À Mboro, une centaine de personnes ont répondu à l’appel de la radio Niayes FM, organisatrice d’une table ronde publique. Sur un plateau aménagé sous des acacias, une sage-femme, l’adjoint au maire et un représentant du secteur privé sont pris·es à partie. « Bien souvent, dans les centres de santé, nous sommes stigmatisé·es. Parfois par des proches que nous croisons dans la salle d’attente. Si c’est une fille, on pense qu’elle est enceinte ou qu’elle veut avorter. L’offre sanitaire doit être plus diversifiée. Nous voulons la création d’un espace ados », lance une jeune fille au micro. « Il pourrait être financé en partie par les entreprises locales, qui profitent de nos ressources », propose un autre participant.

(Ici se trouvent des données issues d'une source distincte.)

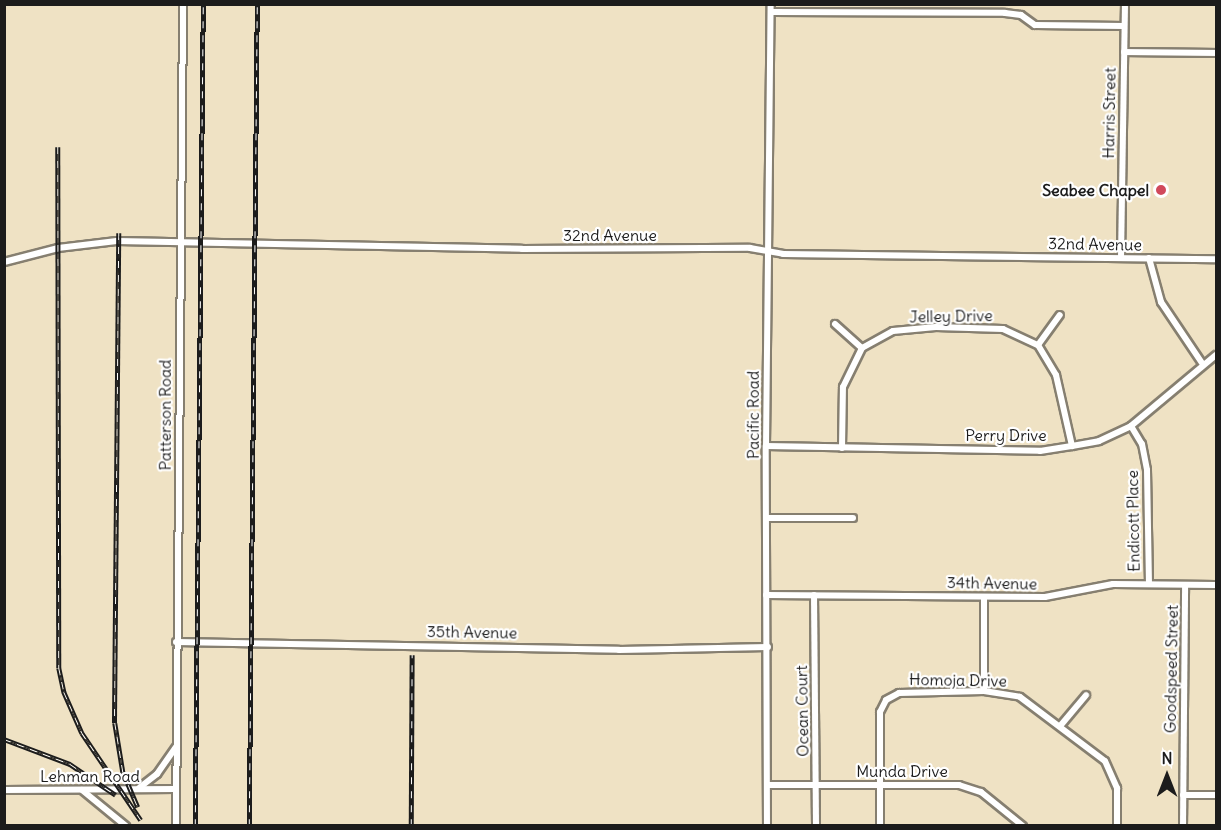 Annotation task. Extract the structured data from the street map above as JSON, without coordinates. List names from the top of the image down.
{
  "streets": {
    "street": [
      "Harris Street",
      "32nd Avenue",
      "Jelley Drive",
      "Patterson Road",
      "Pacific Road",
      "Perry Drive",
      "Endicott Place",
      "34th Avenue",
      "35th Avenue",
      "Goodspeed Street",
      "Homoja Drive",
      "Ocean Court",
      "Munda Drive",
      "Lehman Road"
    ]
  },
  "crossings": [
    ["Harris Street", "32nd Avenue"],
    ["32nd Avenue", "Patterson Road"],
    ["32nd Avenue", "Pacific Road"],
    ["Patterson Road", "35th Avenue"],
    ["Patterson Road", "Lehman Road"],
    ["Pacific Road", "Perry Drive"],
    ["Pacific Road", "34th Avenue"],
    ["Pacific Road", "35th Avenue"],
    ["Pacific Road", "Munda Drive"],
    ["Perry Drive", "Endicott Place"],
    ["Endicott Place", "34th Avenue"],
    ["34th Avenue", "Goodspeed Street"],
    ["34th Avenue", "Ocean Court"],
    ["Homoja Drive", "Munda Drive"],
    ["Ocean Court", "Munda Drive"]
  ],
  "places": ["Seabee Chapel"],
  "north": "top"
}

C’est un fait : la parole autour de l’éducation sexuelle se décomplexe. « Nous ne sommes pas la génération de nos parents », affirme Aminata, un hijab imprimé de fleurs fuchsia entourant son visage. La présidente du club de journalisme de son lycée, qui se rêve politicienne, le déclare : « Aujourd’hui, dans les médias, sur Internet, nous pouvons trouver de bonnes informations que nous transmettrons plus tard à nos enfants. Pour que le Sénégal sorte du sous-développement dont nous sommes victimes. » La voie est ouverte.